REQUIRED WORK
Locate the string "南京合能机电设备有限公司" in the listing below. Copy every line where it is found.

EXCERPTED DATA
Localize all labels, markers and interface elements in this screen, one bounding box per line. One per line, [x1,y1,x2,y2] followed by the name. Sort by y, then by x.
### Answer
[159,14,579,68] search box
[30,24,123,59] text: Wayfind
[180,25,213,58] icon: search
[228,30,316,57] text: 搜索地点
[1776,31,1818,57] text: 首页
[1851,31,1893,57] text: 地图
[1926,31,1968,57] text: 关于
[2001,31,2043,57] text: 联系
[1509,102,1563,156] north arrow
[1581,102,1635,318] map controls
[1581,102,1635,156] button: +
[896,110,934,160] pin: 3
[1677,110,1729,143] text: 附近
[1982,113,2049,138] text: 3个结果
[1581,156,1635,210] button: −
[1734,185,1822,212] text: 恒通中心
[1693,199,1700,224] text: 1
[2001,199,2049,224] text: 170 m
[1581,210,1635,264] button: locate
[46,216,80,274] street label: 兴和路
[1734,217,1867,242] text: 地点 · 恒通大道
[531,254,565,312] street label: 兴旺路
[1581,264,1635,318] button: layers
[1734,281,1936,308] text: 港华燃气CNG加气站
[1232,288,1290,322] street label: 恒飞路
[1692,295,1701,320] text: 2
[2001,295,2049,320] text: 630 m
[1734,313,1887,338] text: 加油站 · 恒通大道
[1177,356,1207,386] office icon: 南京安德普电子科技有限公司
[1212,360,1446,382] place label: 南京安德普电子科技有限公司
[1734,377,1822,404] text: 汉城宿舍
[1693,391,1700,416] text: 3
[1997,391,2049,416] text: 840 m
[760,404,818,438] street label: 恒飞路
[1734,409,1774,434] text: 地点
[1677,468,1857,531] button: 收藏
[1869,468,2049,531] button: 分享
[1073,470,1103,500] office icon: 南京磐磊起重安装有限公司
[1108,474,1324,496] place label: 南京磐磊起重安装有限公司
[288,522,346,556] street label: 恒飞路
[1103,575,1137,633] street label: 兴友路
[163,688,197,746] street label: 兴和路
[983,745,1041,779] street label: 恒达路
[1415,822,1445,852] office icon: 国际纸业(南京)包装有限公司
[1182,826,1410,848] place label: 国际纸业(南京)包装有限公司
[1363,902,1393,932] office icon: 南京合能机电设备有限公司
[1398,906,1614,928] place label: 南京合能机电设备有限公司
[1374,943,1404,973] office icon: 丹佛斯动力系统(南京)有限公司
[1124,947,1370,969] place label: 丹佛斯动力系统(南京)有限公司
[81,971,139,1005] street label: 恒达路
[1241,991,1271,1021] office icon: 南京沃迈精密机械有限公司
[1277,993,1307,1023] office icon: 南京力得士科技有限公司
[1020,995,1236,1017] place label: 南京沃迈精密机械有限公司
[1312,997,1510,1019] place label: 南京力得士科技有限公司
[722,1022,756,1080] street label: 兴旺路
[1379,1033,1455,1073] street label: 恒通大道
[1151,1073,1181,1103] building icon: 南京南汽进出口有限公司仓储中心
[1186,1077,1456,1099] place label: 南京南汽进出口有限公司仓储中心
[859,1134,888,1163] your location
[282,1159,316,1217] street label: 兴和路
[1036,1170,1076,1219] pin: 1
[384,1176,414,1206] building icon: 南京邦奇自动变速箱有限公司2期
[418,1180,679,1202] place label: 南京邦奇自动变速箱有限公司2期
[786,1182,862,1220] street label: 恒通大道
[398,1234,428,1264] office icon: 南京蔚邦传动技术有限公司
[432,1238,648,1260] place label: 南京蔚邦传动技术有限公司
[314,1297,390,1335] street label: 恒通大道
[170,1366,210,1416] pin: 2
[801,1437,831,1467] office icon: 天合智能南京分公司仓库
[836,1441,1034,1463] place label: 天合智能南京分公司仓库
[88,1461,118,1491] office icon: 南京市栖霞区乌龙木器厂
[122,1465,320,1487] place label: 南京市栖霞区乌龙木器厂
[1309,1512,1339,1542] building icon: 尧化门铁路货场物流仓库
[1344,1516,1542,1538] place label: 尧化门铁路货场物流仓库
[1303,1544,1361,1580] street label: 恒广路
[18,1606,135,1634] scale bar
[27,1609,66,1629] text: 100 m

ANSWER BOX
[1363,902,1393,932] office icon: 南京合能机电设备有限公司
[1398,906,1614,928] place label: 南京合能机电设备有限公司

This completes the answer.